Stored items
═══

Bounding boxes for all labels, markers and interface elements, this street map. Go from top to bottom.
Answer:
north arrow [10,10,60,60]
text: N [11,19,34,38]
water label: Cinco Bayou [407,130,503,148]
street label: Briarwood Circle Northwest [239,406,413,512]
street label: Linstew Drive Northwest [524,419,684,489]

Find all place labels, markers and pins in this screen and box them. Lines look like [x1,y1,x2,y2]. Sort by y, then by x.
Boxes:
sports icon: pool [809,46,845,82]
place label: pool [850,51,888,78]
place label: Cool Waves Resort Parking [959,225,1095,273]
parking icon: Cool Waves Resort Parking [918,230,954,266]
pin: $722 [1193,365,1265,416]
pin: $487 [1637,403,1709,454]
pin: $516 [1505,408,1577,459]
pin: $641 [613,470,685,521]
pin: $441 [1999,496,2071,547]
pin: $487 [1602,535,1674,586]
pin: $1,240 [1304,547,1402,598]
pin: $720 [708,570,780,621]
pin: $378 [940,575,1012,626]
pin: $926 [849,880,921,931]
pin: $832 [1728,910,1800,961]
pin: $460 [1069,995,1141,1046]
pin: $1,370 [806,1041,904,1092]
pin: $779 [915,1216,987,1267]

═══

WORK INSTRUCTIONS: The range runs from the line with "Find all place" to the last line of the entries above, both included. Restate it word for word.

YOUR SOLUTION:
Find all place labels, markers and pins in this screen and box them. Lines look like [x1,y1,x2,y2]. Sort by y, then by x.
Boxes:
sports icon: pool [809,46,845,82]
place label: pool [850,51,888,78]
place label: Cool Waves Resort Parking [959,225,1095,273]
parking icon: Cool Waves Resort Parking [918,230,954,266]
pin: $722 [1193,365,1265,416]
pin: $487 [1637,403,1709,454]
pin: $516 [1505,408,1577,459]
pin: $641 [613,470,685,521]
pin: $441 [1999,496,2071,547]
pin: $487 [1602,535,1674,586]
pin: $1,240 [1304,547,1402,598]
pin: $720 [708,570,780,621]
pin: $378 [940,575,1012,626]
pin: $926 [849,880,921,931]
pin: $832 [1728,910,1800,961]
pin: $460 [1069,995,1141,1046]
pin: $1,370 [806,1041,904,1092]
pin: $779 [915,1216,987,1267]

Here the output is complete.